Work item | Write out every line below that includes the word "function".

↓

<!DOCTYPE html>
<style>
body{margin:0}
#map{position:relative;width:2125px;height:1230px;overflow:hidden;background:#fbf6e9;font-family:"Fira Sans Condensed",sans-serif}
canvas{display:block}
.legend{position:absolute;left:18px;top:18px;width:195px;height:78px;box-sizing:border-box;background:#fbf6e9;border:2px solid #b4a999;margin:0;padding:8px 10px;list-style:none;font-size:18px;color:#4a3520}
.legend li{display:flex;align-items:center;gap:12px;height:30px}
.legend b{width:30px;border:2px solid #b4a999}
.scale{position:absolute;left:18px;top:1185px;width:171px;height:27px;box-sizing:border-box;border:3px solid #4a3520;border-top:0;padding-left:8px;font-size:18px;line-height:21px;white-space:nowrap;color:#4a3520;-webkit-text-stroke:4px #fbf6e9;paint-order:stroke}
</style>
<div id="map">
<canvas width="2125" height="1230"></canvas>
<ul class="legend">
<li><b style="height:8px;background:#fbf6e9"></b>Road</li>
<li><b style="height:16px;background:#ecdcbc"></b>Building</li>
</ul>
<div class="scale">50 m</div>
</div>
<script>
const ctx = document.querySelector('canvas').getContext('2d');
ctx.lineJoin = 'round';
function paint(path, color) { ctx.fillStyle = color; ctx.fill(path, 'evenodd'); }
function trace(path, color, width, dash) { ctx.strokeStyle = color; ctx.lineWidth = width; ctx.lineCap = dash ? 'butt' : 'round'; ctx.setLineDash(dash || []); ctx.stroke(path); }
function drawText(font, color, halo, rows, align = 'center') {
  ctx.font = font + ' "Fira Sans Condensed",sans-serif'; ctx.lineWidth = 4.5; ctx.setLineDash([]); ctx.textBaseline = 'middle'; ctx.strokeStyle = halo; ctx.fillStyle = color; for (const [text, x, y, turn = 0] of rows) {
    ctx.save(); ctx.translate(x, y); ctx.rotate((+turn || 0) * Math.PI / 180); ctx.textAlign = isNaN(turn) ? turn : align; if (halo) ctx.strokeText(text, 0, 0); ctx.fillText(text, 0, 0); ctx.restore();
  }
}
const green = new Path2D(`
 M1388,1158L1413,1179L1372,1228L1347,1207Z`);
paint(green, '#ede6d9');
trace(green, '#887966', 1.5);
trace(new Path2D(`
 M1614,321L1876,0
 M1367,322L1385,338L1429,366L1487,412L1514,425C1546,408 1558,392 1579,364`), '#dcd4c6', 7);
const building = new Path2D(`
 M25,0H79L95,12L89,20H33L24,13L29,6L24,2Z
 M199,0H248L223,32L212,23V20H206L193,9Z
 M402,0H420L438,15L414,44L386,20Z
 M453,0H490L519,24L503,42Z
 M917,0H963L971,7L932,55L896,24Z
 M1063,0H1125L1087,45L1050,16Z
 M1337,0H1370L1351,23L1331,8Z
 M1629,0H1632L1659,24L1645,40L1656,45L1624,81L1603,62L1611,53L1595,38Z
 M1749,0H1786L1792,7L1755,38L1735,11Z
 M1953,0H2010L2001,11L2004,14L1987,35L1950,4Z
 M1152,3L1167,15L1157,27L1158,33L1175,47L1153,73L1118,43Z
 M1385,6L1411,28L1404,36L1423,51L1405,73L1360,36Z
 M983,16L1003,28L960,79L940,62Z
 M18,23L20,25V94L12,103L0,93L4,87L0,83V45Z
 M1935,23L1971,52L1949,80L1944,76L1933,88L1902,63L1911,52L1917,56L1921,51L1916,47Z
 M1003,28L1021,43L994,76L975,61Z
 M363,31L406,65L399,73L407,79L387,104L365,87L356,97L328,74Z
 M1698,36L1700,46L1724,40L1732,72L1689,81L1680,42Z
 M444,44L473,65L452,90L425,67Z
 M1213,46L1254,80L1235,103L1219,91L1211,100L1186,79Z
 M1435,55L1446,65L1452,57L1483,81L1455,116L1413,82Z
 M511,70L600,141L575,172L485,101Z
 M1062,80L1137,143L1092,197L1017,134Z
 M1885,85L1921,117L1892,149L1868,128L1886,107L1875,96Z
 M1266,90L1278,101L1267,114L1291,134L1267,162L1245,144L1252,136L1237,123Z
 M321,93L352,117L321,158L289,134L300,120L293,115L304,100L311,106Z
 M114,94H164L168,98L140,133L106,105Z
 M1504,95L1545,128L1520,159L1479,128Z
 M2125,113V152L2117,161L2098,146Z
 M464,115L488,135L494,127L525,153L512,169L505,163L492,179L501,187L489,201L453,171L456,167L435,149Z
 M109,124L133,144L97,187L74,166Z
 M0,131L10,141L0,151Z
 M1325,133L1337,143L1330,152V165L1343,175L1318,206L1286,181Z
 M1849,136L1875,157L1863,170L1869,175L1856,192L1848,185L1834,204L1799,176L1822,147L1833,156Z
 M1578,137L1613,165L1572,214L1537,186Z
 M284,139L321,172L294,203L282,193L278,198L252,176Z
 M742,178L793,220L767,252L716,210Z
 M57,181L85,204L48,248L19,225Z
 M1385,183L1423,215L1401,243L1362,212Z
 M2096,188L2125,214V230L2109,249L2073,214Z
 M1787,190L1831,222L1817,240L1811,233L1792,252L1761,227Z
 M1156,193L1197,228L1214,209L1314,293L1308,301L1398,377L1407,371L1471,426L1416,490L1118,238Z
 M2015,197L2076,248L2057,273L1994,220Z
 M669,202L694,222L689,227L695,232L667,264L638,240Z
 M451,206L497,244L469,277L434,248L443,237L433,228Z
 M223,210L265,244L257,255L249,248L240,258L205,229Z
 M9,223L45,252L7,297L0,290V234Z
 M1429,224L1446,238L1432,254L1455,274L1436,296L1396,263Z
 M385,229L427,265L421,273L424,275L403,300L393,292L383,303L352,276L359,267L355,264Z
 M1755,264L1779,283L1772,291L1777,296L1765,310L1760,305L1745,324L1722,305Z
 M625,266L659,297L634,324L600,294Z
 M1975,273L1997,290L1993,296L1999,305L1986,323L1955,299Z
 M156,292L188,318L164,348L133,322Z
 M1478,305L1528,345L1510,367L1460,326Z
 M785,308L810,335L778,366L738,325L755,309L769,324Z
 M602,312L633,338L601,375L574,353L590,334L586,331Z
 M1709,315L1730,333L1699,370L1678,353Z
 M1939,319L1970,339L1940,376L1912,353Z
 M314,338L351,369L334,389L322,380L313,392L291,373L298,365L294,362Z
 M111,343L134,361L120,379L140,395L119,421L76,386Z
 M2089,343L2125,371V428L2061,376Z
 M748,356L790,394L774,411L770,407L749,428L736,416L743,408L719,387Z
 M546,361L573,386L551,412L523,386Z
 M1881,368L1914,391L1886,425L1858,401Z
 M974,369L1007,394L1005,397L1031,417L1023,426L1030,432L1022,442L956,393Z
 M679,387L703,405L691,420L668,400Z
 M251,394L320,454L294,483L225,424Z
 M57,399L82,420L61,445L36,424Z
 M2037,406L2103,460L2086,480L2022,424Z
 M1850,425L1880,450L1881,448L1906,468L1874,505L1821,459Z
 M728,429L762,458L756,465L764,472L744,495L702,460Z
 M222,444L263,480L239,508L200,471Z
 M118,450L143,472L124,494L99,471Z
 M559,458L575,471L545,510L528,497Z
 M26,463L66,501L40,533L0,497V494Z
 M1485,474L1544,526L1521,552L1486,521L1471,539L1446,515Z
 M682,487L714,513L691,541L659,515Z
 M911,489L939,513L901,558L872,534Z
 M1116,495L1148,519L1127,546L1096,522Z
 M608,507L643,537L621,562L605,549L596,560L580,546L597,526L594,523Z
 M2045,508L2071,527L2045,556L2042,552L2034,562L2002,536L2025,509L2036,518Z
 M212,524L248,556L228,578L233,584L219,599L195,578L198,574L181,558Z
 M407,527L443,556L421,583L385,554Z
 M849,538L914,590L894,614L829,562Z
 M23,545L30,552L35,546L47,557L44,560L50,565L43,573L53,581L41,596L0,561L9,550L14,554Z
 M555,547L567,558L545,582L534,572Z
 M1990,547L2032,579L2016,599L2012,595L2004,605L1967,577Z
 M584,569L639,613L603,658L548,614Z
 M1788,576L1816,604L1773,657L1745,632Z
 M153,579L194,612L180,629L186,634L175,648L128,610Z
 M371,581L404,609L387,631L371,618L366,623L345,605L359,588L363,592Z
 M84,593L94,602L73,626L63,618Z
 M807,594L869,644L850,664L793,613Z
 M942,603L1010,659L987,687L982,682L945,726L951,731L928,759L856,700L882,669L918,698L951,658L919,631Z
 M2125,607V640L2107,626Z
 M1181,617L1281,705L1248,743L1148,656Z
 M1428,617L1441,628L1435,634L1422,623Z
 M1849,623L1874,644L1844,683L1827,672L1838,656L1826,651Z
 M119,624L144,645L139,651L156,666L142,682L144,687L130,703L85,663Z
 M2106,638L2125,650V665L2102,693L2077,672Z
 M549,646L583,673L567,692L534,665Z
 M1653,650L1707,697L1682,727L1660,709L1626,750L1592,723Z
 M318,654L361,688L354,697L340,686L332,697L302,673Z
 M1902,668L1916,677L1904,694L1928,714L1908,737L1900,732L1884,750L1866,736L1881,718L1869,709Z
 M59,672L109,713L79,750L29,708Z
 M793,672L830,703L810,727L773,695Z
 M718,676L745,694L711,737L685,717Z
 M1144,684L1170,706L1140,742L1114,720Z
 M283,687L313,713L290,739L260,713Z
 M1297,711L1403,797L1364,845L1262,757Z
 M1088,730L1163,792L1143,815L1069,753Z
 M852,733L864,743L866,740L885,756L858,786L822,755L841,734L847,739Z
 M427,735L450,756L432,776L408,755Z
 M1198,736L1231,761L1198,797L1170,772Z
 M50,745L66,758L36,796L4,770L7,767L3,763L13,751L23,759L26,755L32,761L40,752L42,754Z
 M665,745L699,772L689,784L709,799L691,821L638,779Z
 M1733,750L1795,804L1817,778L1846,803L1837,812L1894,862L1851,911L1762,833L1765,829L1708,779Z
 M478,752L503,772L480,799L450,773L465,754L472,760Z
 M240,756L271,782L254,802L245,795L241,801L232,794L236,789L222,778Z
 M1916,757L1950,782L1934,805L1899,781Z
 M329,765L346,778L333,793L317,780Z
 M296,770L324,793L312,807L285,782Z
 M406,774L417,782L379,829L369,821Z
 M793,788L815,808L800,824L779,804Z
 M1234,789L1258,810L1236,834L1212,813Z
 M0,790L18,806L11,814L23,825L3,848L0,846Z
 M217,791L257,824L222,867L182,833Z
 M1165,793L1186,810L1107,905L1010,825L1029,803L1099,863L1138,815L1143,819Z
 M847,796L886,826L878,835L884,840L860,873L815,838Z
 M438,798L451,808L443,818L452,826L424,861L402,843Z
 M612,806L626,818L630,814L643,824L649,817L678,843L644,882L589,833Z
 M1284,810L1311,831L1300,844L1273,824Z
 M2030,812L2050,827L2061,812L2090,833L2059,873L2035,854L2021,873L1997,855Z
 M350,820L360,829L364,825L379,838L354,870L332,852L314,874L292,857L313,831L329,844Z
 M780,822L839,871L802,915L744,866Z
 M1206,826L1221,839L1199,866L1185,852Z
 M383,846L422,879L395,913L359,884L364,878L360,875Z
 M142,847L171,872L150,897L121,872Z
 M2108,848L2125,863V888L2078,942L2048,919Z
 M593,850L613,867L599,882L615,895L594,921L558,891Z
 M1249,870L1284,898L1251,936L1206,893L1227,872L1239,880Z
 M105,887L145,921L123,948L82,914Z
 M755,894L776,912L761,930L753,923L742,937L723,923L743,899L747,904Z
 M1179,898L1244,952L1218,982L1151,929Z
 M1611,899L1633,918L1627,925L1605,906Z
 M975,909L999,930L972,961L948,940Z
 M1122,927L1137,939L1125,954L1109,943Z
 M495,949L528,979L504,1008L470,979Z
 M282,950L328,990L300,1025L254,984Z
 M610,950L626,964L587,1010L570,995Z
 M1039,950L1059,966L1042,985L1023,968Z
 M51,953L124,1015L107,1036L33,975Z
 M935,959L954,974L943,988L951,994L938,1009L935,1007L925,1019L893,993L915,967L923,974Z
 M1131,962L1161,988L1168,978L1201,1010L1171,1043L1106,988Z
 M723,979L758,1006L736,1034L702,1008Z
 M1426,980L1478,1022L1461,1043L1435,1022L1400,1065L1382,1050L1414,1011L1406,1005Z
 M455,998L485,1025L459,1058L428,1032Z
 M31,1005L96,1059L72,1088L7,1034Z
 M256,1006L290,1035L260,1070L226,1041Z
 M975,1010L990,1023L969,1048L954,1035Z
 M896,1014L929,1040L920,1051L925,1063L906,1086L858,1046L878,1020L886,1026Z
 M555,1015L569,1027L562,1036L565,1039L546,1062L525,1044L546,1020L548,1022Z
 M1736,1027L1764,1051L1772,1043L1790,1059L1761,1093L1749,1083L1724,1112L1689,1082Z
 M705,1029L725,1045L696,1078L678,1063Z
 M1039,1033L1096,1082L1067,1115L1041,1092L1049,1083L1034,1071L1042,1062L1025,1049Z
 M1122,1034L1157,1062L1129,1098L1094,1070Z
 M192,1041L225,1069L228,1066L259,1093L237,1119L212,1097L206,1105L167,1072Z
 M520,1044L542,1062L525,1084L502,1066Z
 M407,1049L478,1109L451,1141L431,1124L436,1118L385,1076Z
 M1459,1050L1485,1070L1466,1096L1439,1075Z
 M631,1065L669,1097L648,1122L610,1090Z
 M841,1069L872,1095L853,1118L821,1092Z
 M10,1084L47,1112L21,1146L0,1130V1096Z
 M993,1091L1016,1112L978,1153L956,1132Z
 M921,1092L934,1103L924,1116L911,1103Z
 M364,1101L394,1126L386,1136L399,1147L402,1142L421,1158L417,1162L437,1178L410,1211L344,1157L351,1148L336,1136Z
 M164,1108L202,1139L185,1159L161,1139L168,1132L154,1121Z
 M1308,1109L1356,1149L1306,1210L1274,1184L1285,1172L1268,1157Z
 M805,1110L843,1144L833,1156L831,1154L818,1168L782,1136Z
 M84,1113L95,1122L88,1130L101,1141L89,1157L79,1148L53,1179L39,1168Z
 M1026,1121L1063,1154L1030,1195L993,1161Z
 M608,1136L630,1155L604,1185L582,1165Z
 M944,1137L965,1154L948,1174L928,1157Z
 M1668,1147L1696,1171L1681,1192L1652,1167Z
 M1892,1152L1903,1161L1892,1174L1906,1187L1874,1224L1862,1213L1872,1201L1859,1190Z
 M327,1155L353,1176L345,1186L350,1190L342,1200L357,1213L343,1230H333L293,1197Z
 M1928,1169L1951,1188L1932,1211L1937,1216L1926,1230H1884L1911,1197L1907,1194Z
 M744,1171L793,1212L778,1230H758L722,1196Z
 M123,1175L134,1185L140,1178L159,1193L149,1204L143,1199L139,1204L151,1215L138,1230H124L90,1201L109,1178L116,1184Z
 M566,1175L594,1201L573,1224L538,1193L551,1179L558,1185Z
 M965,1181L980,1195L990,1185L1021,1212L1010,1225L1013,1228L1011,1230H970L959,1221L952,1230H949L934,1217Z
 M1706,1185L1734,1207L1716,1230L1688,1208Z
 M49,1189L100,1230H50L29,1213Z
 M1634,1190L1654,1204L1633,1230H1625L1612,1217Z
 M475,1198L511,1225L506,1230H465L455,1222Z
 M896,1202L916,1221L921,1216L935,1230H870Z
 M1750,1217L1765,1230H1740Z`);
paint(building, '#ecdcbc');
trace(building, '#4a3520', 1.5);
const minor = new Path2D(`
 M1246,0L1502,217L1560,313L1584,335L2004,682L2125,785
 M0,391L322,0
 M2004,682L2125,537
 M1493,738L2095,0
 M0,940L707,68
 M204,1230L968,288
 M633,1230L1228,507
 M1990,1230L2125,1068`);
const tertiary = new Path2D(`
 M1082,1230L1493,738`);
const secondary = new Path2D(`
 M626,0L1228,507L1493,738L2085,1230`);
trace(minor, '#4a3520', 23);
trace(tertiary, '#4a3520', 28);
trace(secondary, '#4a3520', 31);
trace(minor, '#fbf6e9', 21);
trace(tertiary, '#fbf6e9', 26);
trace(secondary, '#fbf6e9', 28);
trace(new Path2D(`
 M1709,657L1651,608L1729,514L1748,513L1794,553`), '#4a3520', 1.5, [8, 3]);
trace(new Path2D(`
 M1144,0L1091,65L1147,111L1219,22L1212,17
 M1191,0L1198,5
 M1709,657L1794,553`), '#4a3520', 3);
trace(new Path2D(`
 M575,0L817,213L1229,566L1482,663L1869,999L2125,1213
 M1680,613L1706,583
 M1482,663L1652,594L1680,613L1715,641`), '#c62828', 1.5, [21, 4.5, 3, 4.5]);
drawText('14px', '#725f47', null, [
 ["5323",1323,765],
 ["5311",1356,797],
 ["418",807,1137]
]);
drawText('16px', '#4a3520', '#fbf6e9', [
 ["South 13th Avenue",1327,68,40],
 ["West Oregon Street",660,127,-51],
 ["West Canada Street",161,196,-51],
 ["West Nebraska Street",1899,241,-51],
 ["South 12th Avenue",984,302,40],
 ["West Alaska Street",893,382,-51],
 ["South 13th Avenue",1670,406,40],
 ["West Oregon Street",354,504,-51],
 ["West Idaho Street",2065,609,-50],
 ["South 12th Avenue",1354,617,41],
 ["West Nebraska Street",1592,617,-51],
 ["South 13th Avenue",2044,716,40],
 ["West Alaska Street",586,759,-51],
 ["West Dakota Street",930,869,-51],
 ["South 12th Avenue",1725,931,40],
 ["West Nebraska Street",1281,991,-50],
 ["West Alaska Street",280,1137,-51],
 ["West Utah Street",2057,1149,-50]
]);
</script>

↑

Solution to the exercise |
function paint(path, color) { ctx.fillStyle = color; ctx.fill(path, 'evenodd'); }
function trace(path, color, width, dash) { ctx.strokeStyle = color; ctx.lineWidth = width; ctx.lineCap = dash ? 'butt' : 'round'; ctx.setLineDash(dash || []); ctx.stroke(path); }
function drawText(font, color, halo, rows, align = 'center') {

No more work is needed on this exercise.